Metering device with flow calibrator and method for setting a flow rate of a metering device

Abstract

 The invention relates to a metering device for dosing pressurized fluids, particularly an injection valve for a fuel injection system in an internal combustion engine, comprising a housing (12) having an end part provided with an outlet passage (14) terminating with a metering opening (16), an axially moveable valve needle (20) passing through the outlet passage (14), and controlling opening and closing of the metering opening (16), and a piezoelectric actuator (18) in axial alignment with the valve needle (20) and cooperating with the valve needle (20) to control its axial movement. A plastically deformable adjustment element (22) is arranged axially aligned between a bottom end piece (24) of the piezoelectric actuator (18) and a head (26) of the valve needle (20), wherein a plastic deformation of the adjustment element (22) regulates the axial spacing between the piezoelectric actuator (18) and the valve needle (20), thereby setting a flow rate for the metering device.

Description

[0001] The present invention relates to a metering device for dosing pressurized fluids, particularly an injection valve for a fuel injection system in an internal combustion engine. The metering device is of the type which comprises a housing having an end part provided with an outlet passage terminating with a metering opening, an axially moveable valve needle passing through the outlet passage and controlling opening and closing of the metering opening, and a piezoelectric actuator in axial alignment with the valve needle and cooperating with the valve needle to control its axial movement. The invention further relates to a method for setting a flow rate of such a metering device.

[0002] The European Patent application EP 1 046 809 A2 discloses an injection valve of this type. For these injection valves it is essential that the flow rate delivered by the injector can be set to a defined value at the end of the assembly process in the factory. Presently, the calibration of such an injector is carried out in a state where the injector is not completely assembled and welded.

[0003] The injector to be calibrated is introduced in an appropriate blocking tool. The regulation of the flow rate through the injector is carried out by inserting one or more calibrated spacer rings in the valve spring blockage and repeatedly measuring the flow rate until a desired flow rate is reached. After the calibration process is completed, the injector proceeds to the final welding of the inlet fitting on the housing. Such an iterative operational sequence is time consuming and expensive and may not be adapted to the mass production in a factory.
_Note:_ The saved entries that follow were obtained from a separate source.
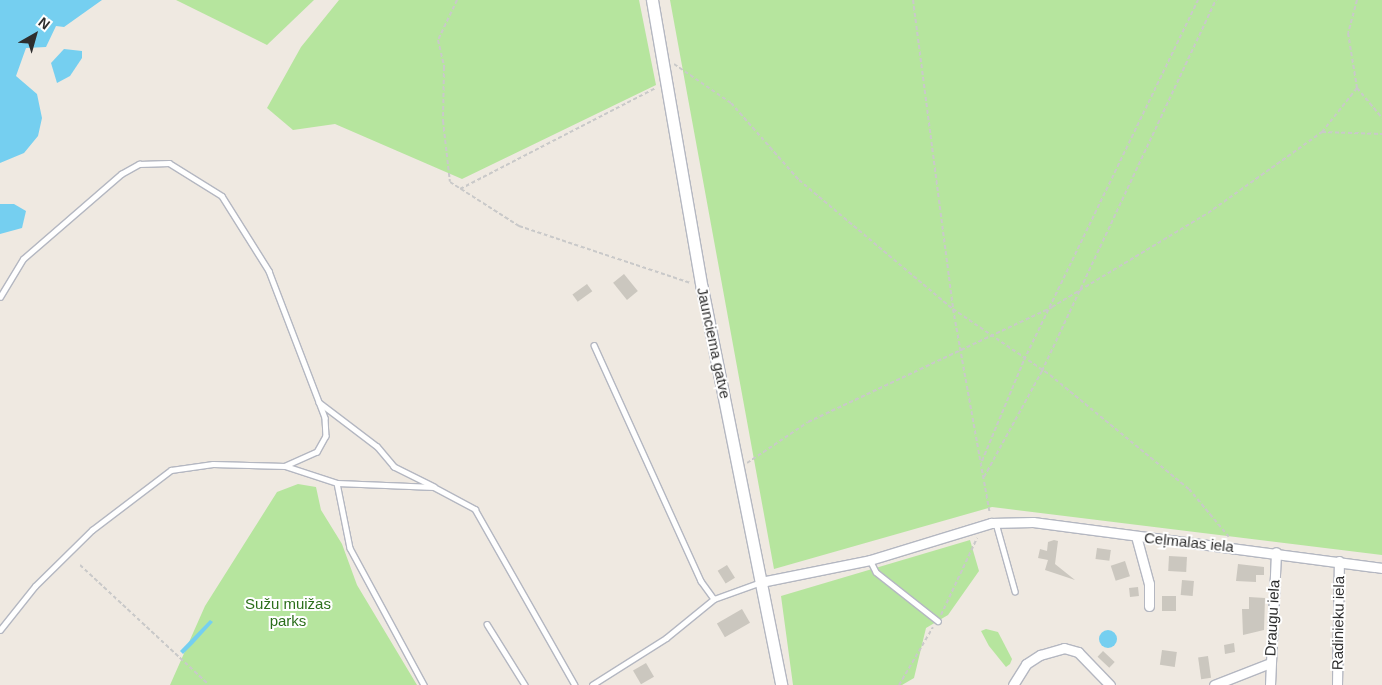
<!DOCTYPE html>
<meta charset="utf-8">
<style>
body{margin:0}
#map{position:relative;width:1382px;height:685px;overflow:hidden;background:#efe9e1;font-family:Arial,sans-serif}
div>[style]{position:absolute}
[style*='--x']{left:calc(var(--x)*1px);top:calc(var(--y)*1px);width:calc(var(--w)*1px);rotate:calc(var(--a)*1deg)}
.green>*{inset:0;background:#b6e59e}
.water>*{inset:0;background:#75cff0}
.round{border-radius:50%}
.building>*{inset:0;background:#cbc7bf;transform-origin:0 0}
.path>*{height:2px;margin-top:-1px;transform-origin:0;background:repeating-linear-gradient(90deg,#c9c9c9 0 4px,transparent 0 6.5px)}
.roads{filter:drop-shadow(1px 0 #b4b7c1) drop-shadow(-1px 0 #b4b7c1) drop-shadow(0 1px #b4b7c1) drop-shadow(0 -1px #b4b7c1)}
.service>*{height:4.5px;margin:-2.25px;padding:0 2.25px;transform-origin:2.25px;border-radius:2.25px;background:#fff}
.minor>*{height:9px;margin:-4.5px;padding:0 4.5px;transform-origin:4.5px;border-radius:4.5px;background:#fff}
.secondary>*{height:11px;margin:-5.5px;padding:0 5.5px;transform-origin:5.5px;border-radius:5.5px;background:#fff}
span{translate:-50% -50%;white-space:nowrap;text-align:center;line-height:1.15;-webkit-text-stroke:4px #fff;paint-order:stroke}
.street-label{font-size:15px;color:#2e2e2e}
.park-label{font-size:15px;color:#2c6e1b}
.north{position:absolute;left:10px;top:10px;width:50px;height:50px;-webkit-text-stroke:4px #fff;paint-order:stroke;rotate:38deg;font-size:14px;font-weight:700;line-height:20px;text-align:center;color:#2e2e2e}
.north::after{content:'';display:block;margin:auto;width:18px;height:22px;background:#2e2e2e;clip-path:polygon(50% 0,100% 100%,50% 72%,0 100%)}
</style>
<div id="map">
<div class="green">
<i style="clip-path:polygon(176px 0,314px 0,267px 45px)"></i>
<i style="clip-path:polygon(339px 0,639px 0,656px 85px,462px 179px,335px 124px,293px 130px,267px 108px,301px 47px)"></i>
<i style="clip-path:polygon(670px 0,1382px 0,1382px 555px,992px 507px,774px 569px)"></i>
<i style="clip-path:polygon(298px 484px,316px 487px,321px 510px,342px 544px,357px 585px,417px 685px,170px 685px,205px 606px,277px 492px)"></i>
<i style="clip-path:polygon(970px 540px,979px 571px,948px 615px,926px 628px,914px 678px,902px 685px,793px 685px,781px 596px)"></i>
<i style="clip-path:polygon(986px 629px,998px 632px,1012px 659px,1010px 664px,1006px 667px,989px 646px,981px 631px)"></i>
</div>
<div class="water">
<i style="clip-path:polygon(0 0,102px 0,64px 27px,56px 26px,46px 47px,26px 48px,16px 76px,37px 94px,42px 118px,38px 136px,24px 153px,0 163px)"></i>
<i style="clip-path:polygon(64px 49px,82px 51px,82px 58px,70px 76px,57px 83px,51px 63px)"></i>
<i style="clip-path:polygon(0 204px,14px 204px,26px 211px,22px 228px,0 234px)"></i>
<i style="clip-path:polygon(210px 620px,213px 622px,193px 644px,183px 654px,180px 651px)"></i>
<i class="round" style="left:1099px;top:630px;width:18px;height:18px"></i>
</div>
<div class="building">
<i style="left:624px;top:274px;width:22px;height:14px;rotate:51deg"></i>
<i style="left:587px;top:284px;width:9px;height:18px;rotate:54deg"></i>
<i style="clip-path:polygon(1054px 540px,1058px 541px,1055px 564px,1075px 580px,1045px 570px,1048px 560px,1038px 558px,1040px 549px,1047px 551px,1048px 542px)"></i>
<i style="left:1097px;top:548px;width:14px;height:11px;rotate:8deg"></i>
<i style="left:1169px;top:556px;width:18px;height:15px;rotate:3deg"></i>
<i style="left:1125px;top:561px;width:16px;height:15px;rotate:72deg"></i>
<i style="clip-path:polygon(1238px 564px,1264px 567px,1264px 575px,1256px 575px,1256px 582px,1236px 581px)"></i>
<i style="left:727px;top:565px;width:15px;height:11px;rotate:58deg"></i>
<i style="left:1182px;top:580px;width:12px;height:15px;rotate:5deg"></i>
<i style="left:1138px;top:587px;width:9px;height:9px;rotate:84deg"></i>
<i style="left:1162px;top:596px;width:14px;height:15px"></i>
<i style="clip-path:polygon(1249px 597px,1265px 598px,1264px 630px,1243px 635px,1242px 609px,1249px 609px)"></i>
<i style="left:742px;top:609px;width:16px;height:29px;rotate:60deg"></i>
<i style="clip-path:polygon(1234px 643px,1235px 652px,1225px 654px,1224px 645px)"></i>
<i style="left:1162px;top:650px;width:15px;height:15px;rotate:8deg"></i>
<i style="left:1103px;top:651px;width:16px;height:8px;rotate:43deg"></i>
<i style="left:1208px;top:656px;width:22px;height:10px;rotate:82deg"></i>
<i style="left:646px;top:663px;width:16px;height:15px;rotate:60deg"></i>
</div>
<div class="path">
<i style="--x:457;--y:0;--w:44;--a:115.4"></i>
<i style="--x:438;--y:40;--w:28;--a:77"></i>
<i style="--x:444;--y:67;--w:54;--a:91.1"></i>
<i style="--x:443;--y:121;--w:61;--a:83.5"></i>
<i style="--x:450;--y:182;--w:82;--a:32.5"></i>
<i style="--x:519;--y:226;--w:180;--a:18.4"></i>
<i style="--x:913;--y:0;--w:312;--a:82.6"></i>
<i style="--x:953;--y:309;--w:208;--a:79.8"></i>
<i style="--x:1357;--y:0;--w:34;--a:105"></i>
<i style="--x:1348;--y:33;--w:56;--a:80.7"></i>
<i style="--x:1357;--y:88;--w:39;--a:50"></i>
<i style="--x:674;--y:64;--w:69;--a:34.4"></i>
<i style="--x:731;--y:103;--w:103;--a:48.6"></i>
<i style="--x:799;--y:180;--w:201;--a:40"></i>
<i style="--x:953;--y:309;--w:117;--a:34.2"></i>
<i style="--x:1050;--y:375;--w:180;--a:39.4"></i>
<i style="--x:1189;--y:489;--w:62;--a:50.2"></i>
<i style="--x:1322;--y:132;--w:60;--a:1.9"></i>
<i style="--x:460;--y:189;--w:220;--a:-27.3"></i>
<i style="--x:982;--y:461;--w:109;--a:-67.4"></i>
<i style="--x:1024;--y:360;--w:400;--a:-64.2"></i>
<i style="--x:747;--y:463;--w:73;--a:-33.9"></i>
<i style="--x:808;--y:422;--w:270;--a:-25.2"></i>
<i style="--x:1052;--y:307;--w:182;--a:-31.1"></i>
<i style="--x:1208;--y:213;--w:140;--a:-35.4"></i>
<i style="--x:1322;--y:132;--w:56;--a:-51.5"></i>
<i style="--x:984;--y:477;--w:121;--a:-61.3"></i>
<i style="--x:1042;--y:371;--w:410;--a:-64.9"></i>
<i style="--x:80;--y:565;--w:176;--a:42.9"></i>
<i style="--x:941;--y:615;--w:85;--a:-64.9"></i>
<i style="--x:899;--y:685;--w:67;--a:-59.6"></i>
</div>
<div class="roads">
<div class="service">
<i style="--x:0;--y:297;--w:44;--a:-58.8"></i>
<i style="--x:23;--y:259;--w:130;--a:-40.9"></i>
<i style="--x:121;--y:174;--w:21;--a:-29"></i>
<i style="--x:139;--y:164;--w:30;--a:-2"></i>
<i style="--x:169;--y:163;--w:62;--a:31.9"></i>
<i style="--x:222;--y:196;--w:89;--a:57.9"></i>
<i style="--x:269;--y:271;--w:157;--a:69.1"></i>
<i style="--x:325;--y:418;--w:18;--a:87"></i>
<i style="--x:326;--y:436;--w:18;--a:119"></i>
<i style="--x:317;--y:452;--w:35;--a:156"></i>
<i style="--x:285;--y:466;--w:55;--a:18.1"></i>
<i style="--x:337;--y:483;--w:97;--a:2.4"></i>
<i style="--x:434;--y:487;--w:45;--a:-153.4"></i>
<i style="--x:394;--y:467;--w:26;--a:-130"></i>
<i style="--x:377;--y:447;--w:73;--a:-142.8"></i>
<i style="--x:594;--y:345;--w:259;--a:65.6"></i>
<i style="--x:701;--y:581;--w:22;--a:54"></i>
<i style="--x:337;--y:483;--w:66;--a:78.7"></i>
<i style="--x:350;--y:548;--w:156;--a:61.6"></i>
<i style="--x:434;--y:487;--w:47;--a:28.2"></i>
<i style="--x:475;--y:509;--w:202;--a:60.4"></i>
<i style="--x:996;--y:523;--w:71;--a:74.4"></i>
<i style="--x:870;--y:560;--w:13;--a:63"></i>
<i style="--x:876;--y:572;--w:79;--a:38.3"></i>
<i style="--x:487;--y:624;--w:72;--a:58.1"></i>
<i style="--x:0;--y:630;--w:56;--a:-51.5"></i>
<i style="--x:35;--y:586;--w:80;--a:-44.5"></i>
<i style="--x:92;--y:530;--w:99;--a:-37.2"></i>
<i style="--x:171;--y:470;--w:42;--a:-8.1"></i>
<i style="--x:213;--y:464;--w:72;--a:1.6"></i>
<i style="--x:592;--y:685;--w:88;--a:-32.4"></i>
<i style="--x:666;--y:638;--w:62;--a:-39.1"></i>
<i style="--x:714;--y:599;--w:50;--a:-19.9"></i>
</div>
<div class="minor">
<i style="--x:1136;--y:536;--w:50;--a:74.8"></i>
<i style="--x:1149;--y:584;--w:22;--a:90"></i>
<i style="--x:761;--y:582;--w:111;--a:-11.4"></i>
<i style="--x:870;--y:560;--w:127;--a:-17"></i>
<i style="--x:991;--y:523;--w:42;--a:-1.4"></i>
<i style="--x:1033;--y:522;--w:352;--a:7.5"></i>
<i style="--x:1013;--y:685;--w:25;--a:-58"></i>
<i style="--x:1026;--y:664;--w:17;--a:-33"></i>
<i style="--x:1040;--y:655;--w:25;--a:-16"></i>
<i style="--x:1064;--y:648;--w:15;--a:16"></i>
<i style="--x:1078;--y:652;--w:46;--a:45.9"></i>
<i style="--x:1214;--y:685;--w:60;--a:-21.4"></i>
<i style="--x:1270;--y:685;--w:133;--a:-87.4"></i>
<i style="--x:1337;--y:685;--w:124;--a:-89.1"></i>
</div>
<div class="secondary">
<i style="--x:652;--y:0;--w:292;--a:80.2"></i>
<i style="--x:702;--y:288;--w:405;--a:78.7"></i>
</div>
</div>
<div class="street-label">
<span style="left:714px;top:343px;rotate:78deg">Jaunciema gatve</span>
<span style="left:1189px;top:542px;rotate:6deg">Ceļmalas iela</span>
<span style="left:1272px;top:618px;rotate:-87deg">Draugu iela</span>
<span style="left:1338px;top:623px;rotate:-89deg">Radinieku iela</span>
</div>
<div class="park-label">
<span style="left:288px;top:612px">Sužu muižas<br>parks</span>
</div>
<div class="north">N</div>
</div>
[0004] The current process is also extremely complex, because several process variables such as the length and the elongation of the piezoelectric stack, the dimensional tolerances of the parts involved, and the chamber height of the thermal compensator have to be taken into account. Further, as the spacer rings have to be changed repeatedly, it is not possible to calibrate the injector during a flow phase of the fluid.

[0005] A major drawback of the current solution arises from the inability to adjust the flow of the injector after the completion of the whole assembly process. The current type of flow adjustment is feasible only before the final welding of the housing and the valve body of the injector. Therefore, if it is found in the post calibration run that an injector does not meet the flow requirements, no further corrections are possible, and the injector has to be discarded.
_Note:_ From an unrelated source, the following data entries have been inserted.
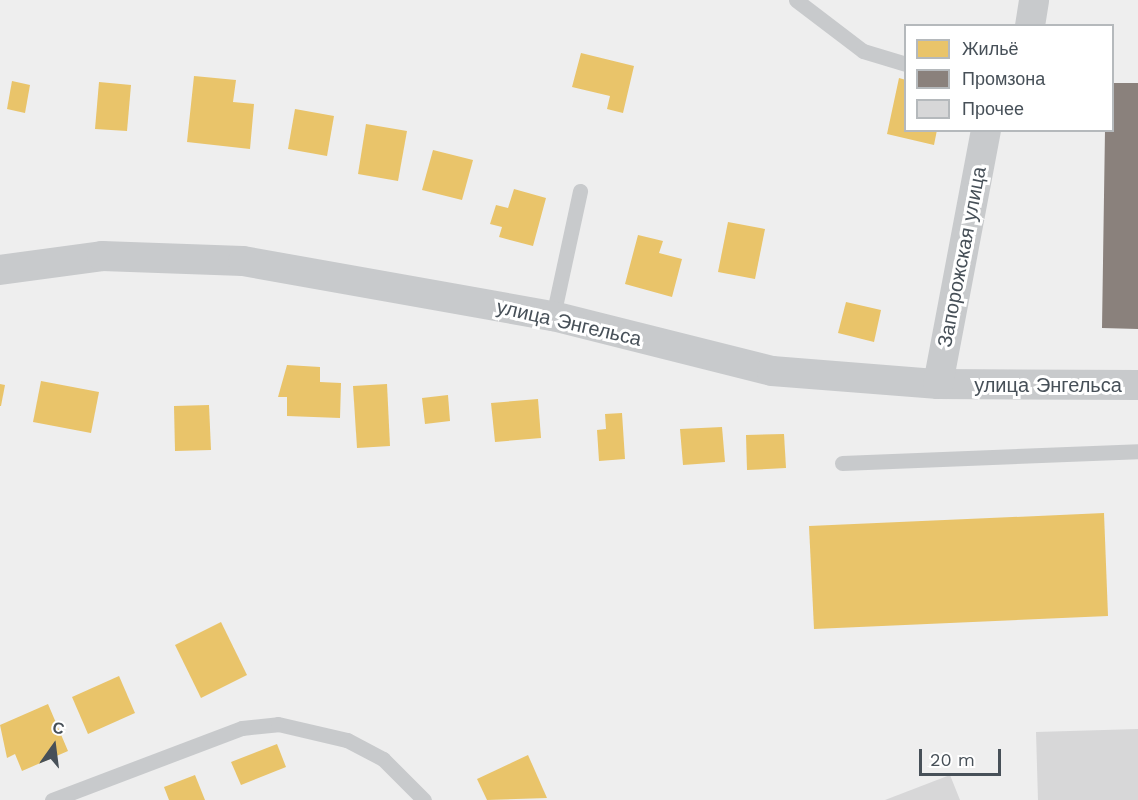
<!DOCTYPE html>
<meta charset="utf-8">
<style>
body{margin:0}
#map{position:relative;width:1138px;height:800px;overflow:hidden;background:#eee;font-family:"Work Sans",sans-serif}
div>[style]{position:absolute}
[style*='--x']{left:calc(var(--x)*1px);top:calc(var(--y)*1px);width:calc(var(--w)*1px);rotate:calc(var(--a)*1deg)}
.homes>*{inset:0;background:#e9c46a}
.industry>*{inset:0;background:#8a817c}
.building>*{inset:0;background:#d7d7d8}
.service>*{height:15px;margin:-7.5px;padding:0 7.5px;transform-origin:7.5px;border-radius:7.5px;background:#c8cacc}
.minor>*{height:30px;margin:-15px;padding:0 15px;transform-origin:15px;border-radius:15px;background:#c8cacc}
span{translate:-50% -50%;white-space:nowrap;text-align:center;line-height:1.15;-webkit-text-stroke:6px #fff;paint-order:stroke}
.street-label{font-size:20px;color:#475058}
.legend{position:absolute;left:904px;top:24px;width:210px;height:108px;box-sizing:border-box;background:#fff;border:2px solid #b5b9bc;margin:0;padding:8px 10px;list-style:none;font-size:18px;color:#475058}
.legend li{display:flex;align-items:center;gap:12px;height:30px}
.legend b{width:30px;border:2px solid #b5b9bc}
.north{position:absolute;left:24px;top:716px;width:60px;height:60px;-webkit-text-stroke:4px #fff;paint-order:stroke;rotate:14deg;font-size:16px;font-weight:700;line-height:24px;text-align:center;color:#475058}
.north::after{content:'';display:block;margin:auto;width:21px;height:27px;background:#475058;clip-path:polygon(50% 0,100% 100%,50% 72%,0 100%)}
.scale{position:absolute;left:919px;top:749px;width:82px;height:27px;box-sizing:border-box;border:3px solid #475058;border-top:0;padding-left:8px;font-size:18px;line-height:21px;white-space:nowrap;color:#475058;-webkit-text-stroke:4px #fff;paint-order:stroke}
</style>
<div id="map">
<div class="homes">
<div style="clip-path:polygon(581px 53px,634px 66px,623px 113px,607px 109px,610px 96px,572px 87px)"></div>
<div style="clip-path:polygon(194px 76px,236px 80px,233px 102px,254px 104px,250px 149px,187px 142px)"></div>
<div style="clip-path:polygon(899px 78px,906px 80px,906px 130px,937px 130px,934px 145px,887px 134px)"></div>
<div style="clip-path:polygon(12px 81px,30px 85px,25px 113px,7px 109px)"></div>
<div style="clip-path:polygon(99px 82px,131px 85px,127px 131px,95px 129px)"></div>
<div style="clip-path:polygon(295px 109px,334px 116px,327px 156px,288px 149px)"></div>
<div style="clip-path:polygon(366px 124px,407px 131px,398px 181px,358px 174px)"></div>
<div style="clip-path:polygon(433px 150px,473px 160px,462px 200px,422px 190px)"></div>
<div style="clip-path:polygon(514px 189px,546px 198px,533px 246px,499px 237px,502px 227px,490px 224px,496px 205px,508px 208px)"></div>
<div style="clip-path:polygon(728px 222px,765px 229px,755px 279px,718px 272px)"></div>
<div style="clip-path:polygon(638px 235px,663px 241px,659px 253px,682px 259px,672px 297px,625px 284px)"></div>
<div style="clip-path:polygon(846px 302px,881px 310px,874px 342px,838px 333px)"></div>
<div style="clip-path:polygon(287px 365px,320px 367px,320px 382px,341px 383px,340px 418px,287px 416px,287px 397px,278px 397px)"></div>
<div style="clip-path:polygon(41px 381px,99px 392px,91px 433px,33px 422px)"></div>
<div style="clip-path:polygon(0 384px,5px 385px,1px 406px,0 406px)"></div>
<div style="clip-path:polygon(387px 384px,390px 446px,357px 448px,353px 386px)"></div>
<div style="clip-path:polygon(448px 395px,450px 421px,425px 424px,422px 398px)"></div>
<div style="clip-path:polygon(538px 399px,541px 438px,495px 442px,491px 403px)"></div>
<div style="clip-path:polygon(209px 405px,211px 450px,175px 451px,174px 406px)"></div>
<div style="clip-path:polygon(622px 413px,625px 459px,599px 461px,597px 430px,606px 429px,605px 414px)"></div>
<div style="clip-path:polygon(722px 427px,725px 462px,683px 465px,680px 429px)"></div>
<div style="clip-path:polygon(784px 434px,786px 468px,747px 470px,746px 435px)"></div>
<div style="clip-path:polygon(1104px 513px,1108px 616px,814px 629px,809px 526px)"></div>
<div style="clip-path:polygon(221px 622px,247px 675px,201px 698px,175px 645px)"></div>
<div style="clip-path:polygon(119px 676px,135px 713px,88px 734px,72px 697px)"></div>
<div style="clip-path:polygon(48px 704px,68px 751px,22px 771px,15px 754px,7px 758px,0 725px)"></div>
<div style="clip-path:polygon(277px 744px,286px 767px,241px 785px,231px 762px)"></div>
<div style="clip-path:polygon(528px 755px,547px 798px,487px 800px,477px 779px)"></div>
<div style="clip-path:polygon(195px 775px,205px 800px,169px 800px,164px 787px)"></div>
</div>
<div class="industry">
<div style="clip-path:polygon(1112px 83px,1138px 83px,1138px 329px,1102px 328px,1105px 130px,1112px 130px)"></div>
</div>
<div class="building">
<div style="clip-path:polygon(1138px 729px,1138px 800px,1038px 800px,1036px 732px)"></div>
<div style="clip-path:polygon(950px 775px,960px 800px,885px 800px)"></div>
</div>
<div class="service">
<div style="--x:796;--y:0;--w:84;--a:37.3"></div>
<div style="--x:863;--y:51;--w:45;--a:16.8"></div>
<div style="--x:553;--y:316;--w:128;--a:-77.8"></div>
<div style="--x:842;--y:463;--w:296;--a:-2.3"></div>
<div style="--x:52;--y:800;--w:203;--a:-20.8"></div>
<div style="--x:242;--y:728;--w:36;--a:-6"></div>
<div style="--x:278;--y:724;--w:71;--a:13.1"></div>
<div style="--x:347;--y:740;--w:41;--a:27.8"></div>
<div style="--x:383;--y:759;--w:58;--a:45"></div>
</div>
<div class="minor">
<div style="--x:1030;--y:26;--w:26;--a:-81"></div>
<div style="--x:0;--y:270;--w:103;--a:-7.8"></div>
<div style="--x:102;--y:256;--w:141;--a:2"></div>
<div style="--x:243;--y:261;--w:315;--a:10.1"></div>
<div style="--x:553;--y:316;--w:226;--a:14.1"></div>
<div style="--x:772;--y:371;--w:167;--a:4.5"></div>
<div style="--x:938;--y:384;--w:200;--a:0.3"></div>
<div style="--x:938;--y:384;--w:258;--a:-79.3"></div>
</div>
<div class="street-label">
<span style="left:962px;top:257px;rotate:-79deg">Запорожская улица</span>
<span style="left:569px;top:323px;rotate:13deg">улица Энгельса</span>
<span style="left:1048px;top:385px">улица Энгельса</span>
</div>
<ul class="legend">
<li><b style="height:16px;background:#e9c46a"></b>Жильё</li>
<li><b style="height:16px;background:#8a817c"></b>Промзона</li>
<li><b style="height:16px;background:#d7d7d8"></b>Прочее</li>
</ul>
<div class="north">С</div>
<div class="scale">20 m</div>
</div>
[0006] In view of the foregoing, it is an object of the present invention to improve the flow adjustment process for a metering device of the above mentioned type.

[0007] This object is achieved by a metering device with the features of appended claim 1, and by the method for setting a flow rate of a metering device of independent claim 8.

[0008] Advantageous embodiments of the invention are disclosed in the dependent claims.

[0009] According to the invention, in a metering device of the type mentioned above, a plastically deformable adjustment element is arranged axially aligned between a bottom end piece of the piezoelectric actuator and a head of the valve needle, wherein a plastic deformation of the adjustment element regulates the axial spacing between the piezoelectric actuator and the valve needle, thereby setting a flow rate for the metering device.

[0010] The invention is thus based on the idea to provide a deformable adjustment element in the metering device allowing for a flow rate calibration even after the metering device is completely assembled.

[0011] In a preferred embodiment of the invention, the plastically deformable adjustment element comprises a metal element shaped such that a radial compression of the element causes an axial elongation thereof. The flow rate can then be set by driving two or more shaped punches radially inward through the housing of the metering device, thereby radially compressing and axially elongating the adjustment element. As the relative movement of the upper and lower face of the metal element is based on a controlled deformation of the metal element, the desired lift of the needle and thus the desired flow rate can be achieved.

[0012] Advantageously, the adjustment element has a first contact area for mounting the adjustment element to the bottom end piece of the piezoelectric actuator, a plastically deformable crimping area, the radial compression of which causes an axial elongation of the adjustment element, and a second contact area for contacting the head of the valve needle.

[0013] In a further preferred embodiment of the invention, the first contact area of the adjustment element and the bottom end piece of the piezoelectric actuator comprise corresponding engagement means to mount the adjustment element to the piezoelectric actuator.

[0014] The second contact area of the adjustment element may advantageously comprise a hardened hemispherical head pin to provide good contact with the needle head.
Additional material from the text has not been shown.